**Data for this exercise**

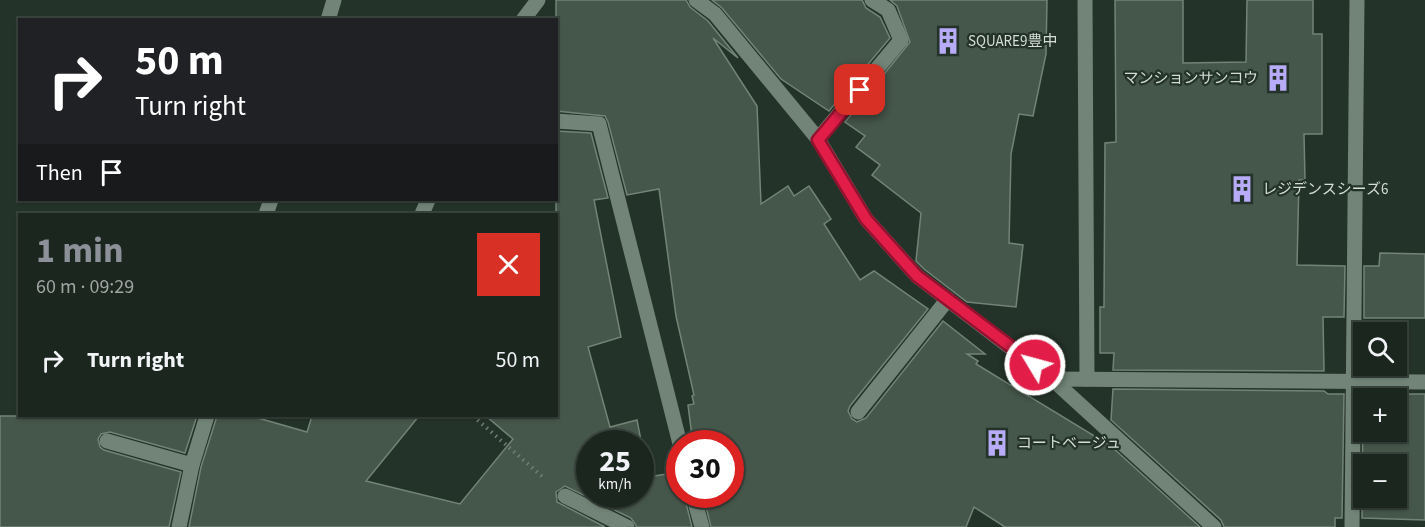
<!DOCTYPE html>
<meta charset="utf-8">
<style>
:root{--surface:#1b261f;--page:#28322c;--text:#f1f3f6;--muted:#a0a5a4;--line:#39433d;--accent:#8c9099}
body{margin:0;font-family:"Source Sans 3","Noto Sans JP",sans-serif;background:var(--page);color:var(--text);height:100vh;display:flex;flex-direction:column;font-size:22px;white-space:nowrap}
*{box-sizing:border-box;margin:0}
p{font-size:20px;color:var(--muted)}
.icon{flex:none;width:33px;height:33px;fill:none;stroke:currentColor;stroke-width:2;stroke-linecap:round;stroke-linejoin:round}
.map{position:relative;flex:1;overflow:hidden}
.side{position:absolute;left:18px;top:213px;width:540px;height:204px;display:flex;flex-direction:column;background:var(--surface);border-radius:0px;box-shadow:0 2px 4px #0004,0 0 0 2px var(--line)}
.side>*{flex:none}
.top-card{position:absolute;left:18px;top:18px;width:540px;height:183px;border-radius:0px;box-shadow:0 2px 4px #0004,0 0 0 2px var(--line);background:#202124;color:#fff;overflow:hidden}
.buttons{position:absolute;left:1353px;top:322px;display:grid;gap:12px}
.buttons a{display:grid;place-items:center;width:54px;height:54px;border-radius:0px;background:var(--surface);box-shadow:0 2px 4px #0004,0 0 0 2px var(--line);font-size:30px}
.speed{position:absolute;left:576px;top:430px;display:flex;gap:12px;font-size:30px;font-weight:700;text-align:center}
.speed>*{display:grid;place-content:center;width:78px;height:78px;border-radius:50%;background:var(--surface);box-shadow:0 2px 4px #0004,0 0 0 2px var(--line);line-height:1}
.speed small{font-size:15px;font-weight:400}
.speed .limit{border:9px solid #d22;background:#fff;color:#111}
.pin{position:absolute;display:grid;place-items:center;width:51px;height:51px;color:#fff;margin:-26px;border-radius:12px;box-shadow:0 3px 9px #0006}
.me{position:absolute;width:66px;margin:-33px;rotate:307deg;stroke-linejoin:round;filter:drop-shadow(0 0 4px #0008)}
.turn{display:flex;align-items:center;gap:21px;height:126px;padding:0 18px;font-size:27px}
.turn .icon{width:78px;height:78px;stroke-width:2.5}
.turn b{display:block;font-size:42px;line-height:51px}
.then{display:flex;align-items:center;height:57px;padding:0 18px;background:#0003;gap:12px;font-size:22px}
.round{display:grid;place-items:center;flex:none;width:63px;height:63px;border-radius:0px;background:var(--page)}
.head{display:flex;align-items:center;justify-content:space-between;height:102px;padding:0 18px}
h1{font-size:36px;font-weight:700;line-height:45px;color:var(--accent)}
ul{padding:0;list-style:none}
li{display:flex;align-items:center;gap:18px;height:90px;padding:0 18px}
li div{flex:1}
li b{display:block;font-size:22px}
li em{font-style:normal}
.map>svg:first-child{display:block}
</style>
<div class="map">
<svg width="1425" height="527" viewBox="0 0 1425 527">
<rect width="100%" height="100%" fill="#243329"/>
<g fill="#45564a" stroke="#728477" stroke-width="1.5" fill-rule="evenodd">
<path d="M556,0H686L690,7L708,21L738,58L713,38L757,106L761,204L788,186L794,196L809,186L831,219L824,224L860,280L874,271L928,309L850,406L848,411L852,419L857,422L866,418L943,321L985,354H967L978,361L976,364L1111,446L1200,527H1005L974,507L966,527H711L703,495H730V444H693L688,405L694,404L692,396L694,395L676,316L659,189L627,195L608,122L605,116L556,111Z"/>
<path d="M712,0H862L866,8L880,17L890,38L829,111L781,79L722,8Z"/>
<path d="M890,0H1047L1046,54L1033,116L1019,114L1011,154L1009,243L1023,245L1016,307L967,302L924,269L916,261L921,213L872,175L880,165L856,147L865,136L845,122L910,42L897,6Z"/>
<path d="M1115,0H1183V63L1246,62L1247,0H1313V34H1322V134H1304L1305,180H1299L1297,265L1345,266L1344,317H1323L1324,371L1113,370L1114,353H1100V307H1104L1105,143L1116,142Z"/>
<path d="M556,131L591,133L608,198L594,200L621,337L588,347L610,427L637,420L648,477L680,472V495H684L692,527H637L631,518L565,486L556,492L557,502L605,527H189L201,467L217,416H251L307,432L312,416H419L366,481L460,504L513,439L486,416H556ZM590,444H640V495H590Z"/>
<path d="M1380,253L1425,254V318H1364V266H1379Z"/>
<path d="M1113,389L1324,391L1328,394H1344L1342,518H1335V527H1224L1221,520L1111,420Z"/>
<path d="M1363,394H1425V520L1362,518ZM1364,399H1396V432H1364ZM1364,465H1396V498H1364Z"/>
<path d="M0,416H197L185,453L110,432L101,434L98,439L100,447L104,450L181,472L169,527H0Z"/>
</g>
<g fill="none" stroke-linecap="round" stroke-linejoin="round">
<path stroke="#727e76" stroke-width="4" stroke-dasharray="1.5 4.5" stroke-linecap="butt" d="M473,416L544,478"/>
<g stroke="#728477" stroke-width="15">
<path d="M872,0L888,10L901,40"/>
<path d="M565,496L627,527"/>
</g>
<g stroke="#728477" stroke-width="15">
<path d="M696,0L715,14L818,139L866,219L917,276L1052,379L1214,527"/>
<path d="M1085,0L1087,379"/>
<path d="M328,20L334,0"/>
<path d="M523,20L538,0"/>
<path d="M556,121L599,124L680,444"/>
<path d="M818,139L901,40"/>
<path d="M266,214L271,200"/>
<path d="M422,214L428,200"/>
<path d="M1052,379L1425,382"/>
<path d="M858,412L948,299"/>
<path d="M107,441L192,465"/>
<path d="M693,495L702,527"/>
<path d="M179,527L192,465L207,416"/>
<path d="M1352,527L1357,0"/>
</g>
</g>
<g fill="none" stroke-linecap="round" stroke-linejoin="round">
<defs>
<path id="route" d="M860,90L818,140L866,219L917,276L1035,365"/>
</defs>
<use href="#route" stroke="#92132f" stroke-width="15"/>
<use href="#route" stroke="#e11d48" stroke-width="10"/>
</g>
<defs>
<symbol id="building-bare" viewBox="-9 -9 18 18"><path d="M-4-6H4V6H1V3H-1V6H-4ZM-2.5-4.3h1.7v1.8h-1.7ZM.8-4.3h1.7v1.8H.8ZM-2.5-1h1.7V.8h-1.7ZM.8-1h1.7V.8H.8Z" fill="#b8abf7" stroke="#243329" stroke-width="2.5" paint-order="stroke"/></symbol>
</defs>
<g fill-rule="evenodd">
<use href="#building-bare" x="929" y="22" width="38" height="38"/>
<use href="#building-bare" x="1259" y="59" width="38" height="38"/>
<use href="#building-bare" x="1223" y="170" width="38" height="38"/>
<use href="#building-bare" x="978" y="424" width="38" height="38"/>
</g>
<g text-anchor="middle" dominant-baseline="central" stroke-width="4.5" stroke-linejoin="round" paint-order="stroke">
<g font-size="15" fill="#d3ddd6" stroke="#243329" text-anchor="start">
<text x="968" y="41">SQUARE9豊中</text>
<text x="1258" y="78" text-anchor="end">マンションサンコウ</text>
<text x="1262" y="189">レジデンスシーズ6</text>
<text x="1017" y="443">コートベージュ</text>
</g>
</g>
</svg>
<div class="buttons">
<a><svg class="icon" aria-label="search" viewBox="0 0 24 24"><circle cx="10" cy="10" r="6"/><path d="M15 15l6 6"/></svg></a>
<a>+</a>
<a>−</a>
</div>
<div class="speed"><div>25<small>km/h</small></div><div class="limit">30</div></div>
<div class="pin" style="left:860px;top:90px;background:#d93025"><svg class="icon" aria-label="arrive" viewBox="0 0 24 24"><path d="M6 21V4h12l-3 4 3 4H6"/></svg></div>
<svg class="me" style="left:1035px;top:365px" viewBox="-20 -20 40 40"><circle r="17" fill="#e11d48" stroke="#fff" stroke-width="3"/><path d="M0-11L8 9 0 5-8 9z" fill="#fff"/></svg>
<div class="top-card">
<div class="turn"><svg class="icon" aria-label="right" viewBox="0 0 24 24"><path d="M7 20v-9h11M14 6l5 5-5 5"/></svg><div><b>50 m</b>Turn right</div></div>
<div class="then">Then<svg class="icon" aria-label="arrive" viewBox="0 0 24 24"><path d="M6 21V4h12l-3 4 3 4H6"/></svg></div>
</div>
<section class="side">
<div class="head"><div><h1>1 min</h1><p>60 m · 09:29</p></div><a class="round" style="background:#d93025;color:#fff"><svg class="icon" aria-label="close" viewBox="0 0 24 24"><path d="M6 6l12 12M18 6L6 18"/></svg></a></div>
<ul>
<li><svg class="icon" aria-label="right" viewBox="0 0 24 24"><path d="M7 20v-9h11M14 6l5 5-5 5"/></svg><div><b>Turn right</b></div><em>50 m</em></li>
</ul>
</section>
</div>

**Task goal**
For the word "size", show every line of the entries that holds it.

**Response area**
body{margin:0;font-family:"Source Sans 3","Noto Sans JP",sans-serif;background:var(--page);color:var(--text);height:100vh;display:flex;flex-direction:column;font-size:22px;white-space:nowrap}
p{font-size:20px;color:var(--muted)}
.buttons a{display:grid;place-items:center;width:54px;height:54px;border-radius:0px;background:var(--surface);box-shadow:0 2px 4px #0004,0 0 0 2px var(--line);font-size:30px}
.speed{position:absolute;left:576px;top:430px;display:flex;gap:12px;font-size:30px;font-weight:700;text-align:center}
.speed small{font-size:15px;font-weight:400}
.turn{display:flex;align-items:center;gap:21px;height:126px;padding:0 18px;font-size:27px}
.turn b{display:block;font-size:42px;line-height:51px}
.then{display:flex;align-items:center;height:57px;padding:0 18px;background:#0003;gap:12px;font-size:22px}
h1{font-size:36px;font-weight:700;line-height:45px;color:var(--accent)}
li b{display:block;font-size:22px}
<g font-size="15" fill="#d3ddd6" stroke="#243329" text-anchor="start">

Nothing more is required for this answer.